Ma il peggio è nel centro e nella destra. 
La Stampa oggi scrive che il centro destra è “imploso”. 
Stritolato NCD, frantumata Forza Italia dalla nullità di un progetto politico alternativo e dalle contraddizioni di una leadership ancora opprimente, ma invecchiata e gravata di troppi interessi, rimane solo la deriva leghista.
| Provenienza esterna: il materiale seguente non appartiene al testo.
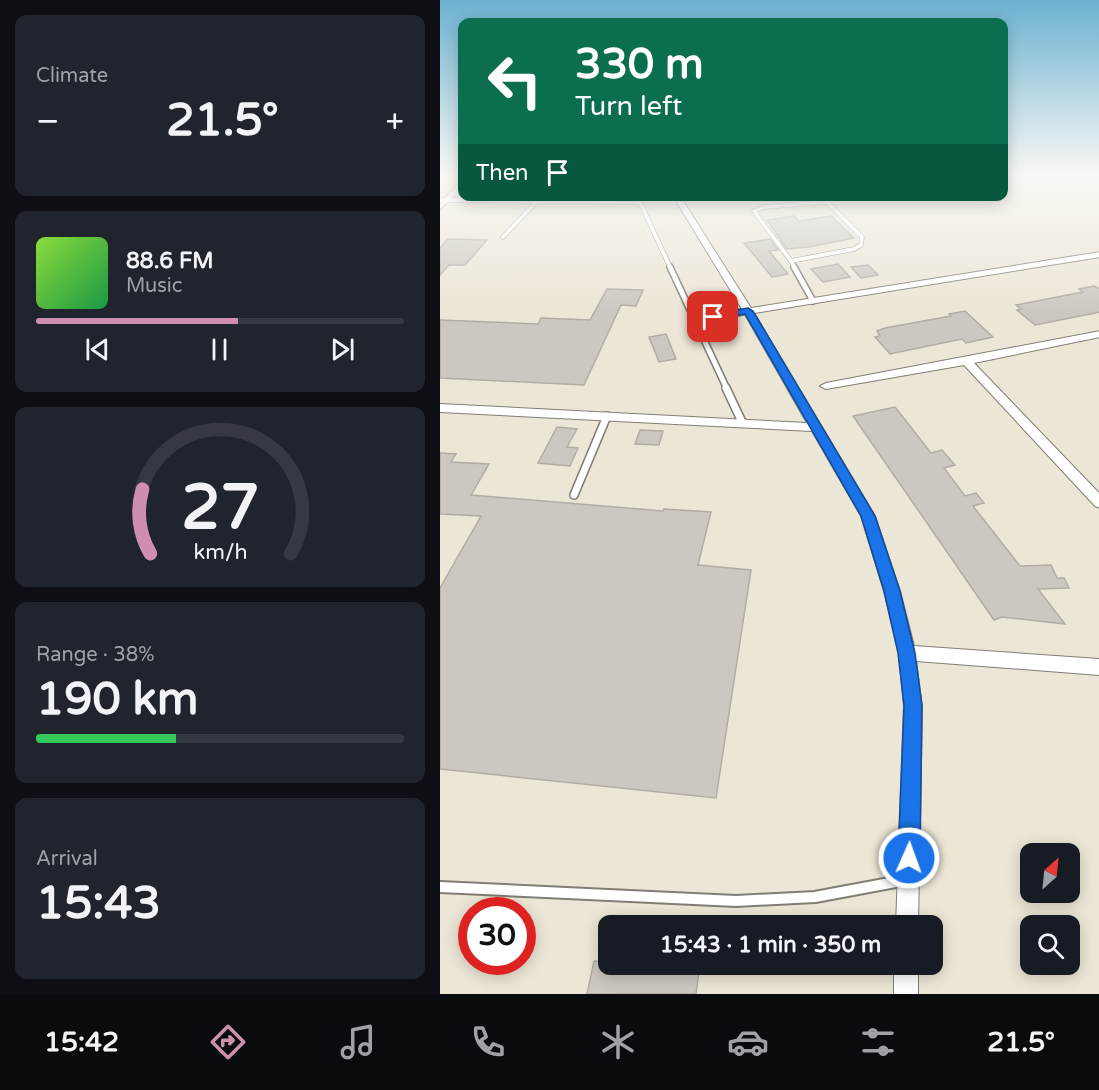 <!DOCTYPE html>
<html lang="en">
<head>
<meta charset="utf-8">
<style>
  :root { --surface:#171b24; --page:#20242c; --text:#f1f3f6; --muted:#9ea1a6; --line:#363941; --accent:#ce8fae }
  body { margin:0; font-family:"Varela Round",sans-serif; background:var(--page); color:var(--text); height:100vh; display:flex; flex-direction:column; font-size:22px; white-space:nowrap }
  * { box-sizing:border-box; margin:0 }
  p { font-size:20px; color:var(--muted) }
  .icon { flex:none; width:33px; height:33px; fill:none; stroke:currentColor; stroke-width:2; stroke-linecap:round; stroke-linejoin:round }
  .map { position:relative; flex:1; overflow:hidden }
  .panel { display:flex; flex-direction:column; gap:15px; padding:15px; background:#0d0f14; width:440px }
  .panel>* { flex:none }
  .banner { position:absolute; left:18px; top:18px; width:550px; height:183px; border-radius:12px; box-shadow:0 3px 15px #0003; background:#0b6e4f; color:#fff; overflow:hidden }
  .needle { width:39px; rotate:27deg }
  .tools { position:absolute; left:580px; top:843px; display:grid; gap:12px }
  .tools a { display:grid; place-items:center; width:60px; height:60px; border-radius:12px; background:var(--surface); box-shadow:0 3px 15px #0003; font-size:30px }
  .speed { position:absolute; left:18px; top:897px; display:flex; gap:12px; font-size:30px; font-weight:700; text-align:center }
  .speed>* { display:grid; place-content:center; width:78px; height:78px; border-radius:50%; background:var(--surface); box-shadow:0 3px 15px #0003; line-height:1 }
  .speed .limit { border:9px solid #d22; background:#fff; color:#111 }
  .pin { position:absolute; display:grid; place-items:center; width:51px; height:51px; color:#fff; margin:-26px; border-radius:12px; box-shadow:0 3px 9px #0006 }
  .me { position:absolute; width:66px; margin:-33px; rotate:2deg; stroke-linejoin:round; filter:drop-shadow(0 0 4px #0008) }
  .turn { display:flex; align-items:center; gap:21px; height:126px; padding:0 18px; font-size:27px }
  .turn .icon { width:78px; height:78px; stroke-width:2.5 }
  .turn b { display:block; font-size:42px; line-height:51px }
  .then { display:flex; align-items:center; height:57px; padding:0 18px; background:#0003; gap:12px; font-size:22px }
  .big { font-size:45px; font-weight:700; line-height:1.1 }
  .panel .widget { flex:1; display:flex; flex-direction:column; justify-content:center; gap:9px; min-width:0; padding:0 21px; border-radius:12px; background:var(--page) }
  .panel .dial { align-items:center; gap:0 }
  .dial svg { height:156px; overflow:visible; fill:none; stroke:var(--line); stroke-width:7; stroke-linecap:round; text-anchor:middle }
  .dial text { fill:var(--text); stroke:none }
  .song { display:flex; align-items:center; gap:18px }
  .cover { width:72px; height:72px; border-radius:9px; background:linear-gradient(135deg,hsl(90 70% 55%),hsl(140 70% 35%)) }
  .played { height:6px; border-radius:3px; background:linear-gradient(90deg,var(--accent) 55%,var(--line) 55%) }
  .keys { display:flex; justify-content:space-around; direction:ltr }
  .heat { display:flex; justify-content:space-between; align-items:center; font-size:33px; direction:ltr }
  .charge { height:9px; border-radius:4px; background:linear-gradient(90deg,#34c759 38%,var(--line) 0) }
  .trip { position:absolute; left:158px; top:915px; width:345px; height:60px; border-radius:12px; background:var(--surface); box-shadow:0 3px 15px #0003; font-weight:700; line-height:60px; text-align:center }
  .tab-bar { display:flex; height:96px; justify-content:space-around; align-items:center; background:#090b0e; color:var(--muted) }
  .tab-bar .icon { width:42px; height:42px }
  .tab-bar .selected { color:var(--accent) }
  .tab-bar b { font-size:27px; color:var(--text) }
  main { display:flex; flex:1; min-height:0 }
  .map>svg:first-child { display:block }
  .built { fill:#ece6d6; fill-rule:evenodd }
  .building { fill:#ccc8c0; stroke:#b0ada5; stroke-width:1.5 }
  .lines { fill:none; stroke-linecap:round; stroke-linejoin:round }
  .lane-far3-casing { stroke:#817e76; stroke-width:5 }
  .lane-far2-casing { stroke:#817e76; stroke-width:8 }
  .lane-far1-casing { stroke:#817e76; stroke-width:10 }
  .lane-casing { stroke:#817e76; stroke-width:14 }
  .street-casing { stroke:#817e76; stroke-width:2 }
  .lane-far3 { stroke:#fff; stroke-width:4 }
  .lane-far2 { stroke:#fff; stroke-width:5 }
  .lane-far1 { stroke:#fff; stroke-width:7 }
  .lane { stroke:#fff; stroke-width:10 }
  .street { fill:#fff; fill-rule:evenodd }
  .route { fill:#1a73e8; stroke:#114b97; stroke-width:1.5 }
</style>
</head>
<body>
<main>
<section class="panel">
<div class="widget"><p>Climate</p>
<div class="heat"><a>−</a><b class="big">21.5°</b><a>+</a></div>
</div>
<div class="widget">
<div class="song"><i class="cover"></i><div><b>88.6 FM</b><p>Music</p></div></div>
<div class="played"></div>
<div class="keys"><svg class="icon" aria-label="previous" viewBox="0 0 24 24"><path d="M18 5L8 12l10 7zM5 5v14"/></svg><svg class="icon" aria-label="pause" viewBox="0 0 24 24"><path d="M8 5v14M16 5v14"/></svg><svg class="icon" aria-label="next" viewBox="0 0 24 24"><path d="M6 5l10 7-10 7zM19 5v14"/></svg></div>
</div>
<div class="widget dial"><svg viewBox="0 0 100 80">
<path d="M14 69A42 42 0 1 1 86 69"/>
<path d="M14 69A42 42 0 0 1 10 36" stroke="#ce8fae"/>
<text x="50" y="56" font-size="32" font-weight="700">27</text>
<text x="50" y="72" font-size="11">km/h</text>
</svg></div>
<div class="widget"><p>Range · 38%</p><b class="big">190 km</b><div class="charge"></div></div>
<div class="widget"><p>Arrival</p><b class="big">15:43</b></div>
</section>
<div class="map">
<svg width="660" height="994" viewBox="0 0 660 994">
  <rect width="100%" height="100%" fill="#f4f0e8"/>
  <path class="built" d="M0,174H22V196H564V174H659V994H0ZM591,854H630V892H591ZM32,910H82V962H32ZM168,926H492V964H168ZM591,926H630V964H591Z"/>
  <path class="building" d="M354,216L359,221L391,216L414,238L369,247L347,249L327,220Z
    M8,239L47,240L25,265H9L0,275V248Z
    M330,239L338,250L329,251L348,274L332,277L304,243Z
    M398,264L410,277L383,282L371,269Z
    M428,265L438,275L421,278L411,267Z
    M654,286L660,289V312L595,325L577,310L581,309L576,305L643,292L639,289Z
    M167,289L203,290L196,306L181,305L144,385L0,378V320L98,324L101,318L150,320Z
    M525,311L553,337L526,343L522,339L450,354L435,337L440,336L437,331L445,328L511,316L509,314Z
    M226,334L236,359L219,362L209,337Z
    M455,407L491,453L502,450L515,465L504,468L525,496L536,493L544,503L533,506L580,566L611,565L617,578H624L629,588L598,589L625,624L562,617L554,620L413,416Z
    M117,427L137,429L127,447L138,448L130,466L98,463Z
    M200,430L223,431L219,445L195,444Z
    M0,453L16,454L11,462L49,464L31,495L223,511L224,509L271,512L258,565L311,570L276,798L0,769V588L41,516L0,514Z
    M154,961L168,962V964L259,971L256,994H147Z"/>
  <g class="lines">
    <defs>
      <path id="lane-far3" d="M197,196L231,269
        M0,200L199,202
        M387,202L422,237L421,245L414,249L351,261L314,211L324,207Z
        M63,237L98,200
        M351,261L355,269"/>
      <path id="lane-far2" d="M230,267L287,389
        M354,267L373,301
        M255,320L308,311"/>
      <path id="lane-far1" d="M286,388L302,422
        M134,495L167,416"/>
      <path id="lane" d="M0,887L296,901L375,897L466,880"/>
      <path id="street" d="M19,184H22V189L0,209V203Z
        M233,196H240L311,308L660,252V257L314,313L435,516L460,591L474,646L660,659V675L476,661L482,706L478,926H456L464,706L459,653L444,591L421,516L372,431L0,412V404L367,423L303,311Z
        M660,331V337L534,363L660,494V508L655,506L524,365L386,389L380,386L386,383Z
        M454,964H478V994H454Z"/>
    </defs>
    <use href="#lane-far3" class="lane-far3-casing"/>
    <use href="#lane-far2" class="lane-far2-casing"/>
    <use href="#lane-far1" class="lane-far1-casing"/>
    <use href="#lane" class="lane-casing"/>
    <use href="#street" class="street-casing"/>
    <use href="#lane-far3" class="lane-far3"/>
    <use href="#lane-far2" class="lane-far2"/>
    <use href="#lane-far1" class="lane-far1"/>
    <use href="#lane" class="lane"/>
    <use href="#street" class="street"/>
  </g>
  <linearGradient id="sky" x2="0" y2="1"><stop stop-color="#6bb2d1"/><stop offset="0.56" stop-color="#faf8f5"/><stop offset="1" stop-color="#faf8f5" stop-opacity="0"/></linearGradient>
  <rect width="660" height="313" fill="url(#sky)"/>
  <path class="route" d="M308,308L313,311L435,516L460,591L475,653L482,706L480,858L477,865L469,868L462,865L458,858L464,706L458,653L444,591L421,516L305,314L273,320L268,317L273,314Z"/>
</svg>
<div class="tools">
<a><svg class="needle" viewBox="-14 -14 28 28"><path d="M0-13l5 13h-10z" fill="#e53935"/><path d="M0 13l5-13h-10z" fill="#9ea1a6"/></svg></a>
<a><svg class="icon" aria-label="search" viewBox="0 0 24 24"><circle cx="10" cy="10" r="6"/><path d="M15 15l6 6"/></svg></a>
</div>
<div class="speed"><div class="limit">30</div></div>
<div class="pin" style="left:273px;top:317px;background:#d93025"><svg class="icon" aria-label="arrive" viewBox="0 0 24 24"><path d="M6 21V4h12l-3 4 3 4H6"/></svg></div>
<svg class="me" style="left:469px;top:858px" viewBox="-20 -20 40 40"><circle r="17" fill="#1a73e8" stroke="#fff" stroke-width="3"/><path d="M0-11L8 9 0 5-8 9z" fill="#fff"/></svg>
<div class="trip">15:43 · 1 min · 350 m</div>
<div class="banner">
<div class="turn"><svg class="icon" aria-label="left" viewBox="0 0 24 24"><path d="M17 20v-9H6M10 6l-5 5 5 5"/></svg><div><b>330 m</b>Turn left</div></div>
<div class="then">Then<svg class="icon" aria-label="arrive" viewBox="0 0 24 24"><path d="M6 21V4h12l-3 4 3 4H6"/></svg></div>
</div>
</div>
</main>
<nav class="tab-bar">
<b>15:42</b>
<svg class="icon selected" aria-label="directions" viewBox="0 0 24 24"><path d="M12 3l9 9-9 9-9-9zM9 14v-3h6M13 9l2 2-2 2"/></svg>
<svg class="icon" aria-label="music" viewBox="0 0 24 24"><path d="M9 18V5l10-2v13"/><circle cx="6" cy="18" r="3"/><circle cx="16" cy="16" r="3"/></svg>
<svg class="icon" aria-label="phone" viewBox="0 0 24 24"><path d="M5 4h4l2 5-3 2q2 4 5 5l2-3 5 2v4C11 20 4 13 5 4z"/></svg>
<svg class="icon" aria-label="climate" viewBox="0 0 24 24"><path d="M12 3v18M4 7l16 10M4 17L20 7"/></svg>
<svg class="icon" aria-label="car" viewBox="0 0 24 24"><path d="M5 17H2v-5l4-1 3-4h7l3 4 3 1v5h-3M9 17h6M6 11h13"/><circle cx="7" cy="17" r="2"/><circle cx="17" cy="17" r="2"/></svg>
<svg class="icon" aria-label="filters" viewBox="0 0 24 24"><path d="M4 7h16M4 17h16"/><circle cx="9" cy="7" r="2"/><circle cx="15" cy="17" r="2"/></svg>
<b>21.5°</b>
</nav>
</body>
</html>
La Lega ha lasciato per strada i progetti federali (su cui ora poco sembra insistere) e cavalca invece, con argomenti e linguaggi da osteria di paese, il peggio del peggio: il risentimento verso l’Europa, l’odio per gli immigrati, le crociate religiose.
Nulla che possa lontanamente interessare un liberale.
Nulla che possa, peraltro, essere la premessa per vincere una elezione.
Se questo è il quadro, torniamo alla domanda iniziale.
Antiche speranze di poter riportare un progetto liberale all’interno di formazioni politiche più ampie (quante volte abbiamo parlato della necessità di una “gamba liberale” in Forza Italia!) sono da cancellare dalle nostre prospettive, perchè si sono dimostrate prive di risposte politiche ed oggi sono anche rese inutili dalle norme elettorali di cui si discute.
Non ci resta che una strada: se la riforma pone uno sbarramento al 3%, può non essere impossibile coltivare il sogno di farcela da soli. Ad una condizione preliminare: che nulla di vecchio ci sia e che tutto sia nuovo, nel progetto radicalmente liberale da proporre, negli uomini che lo presentano e nel linguaggio che lo comunicano.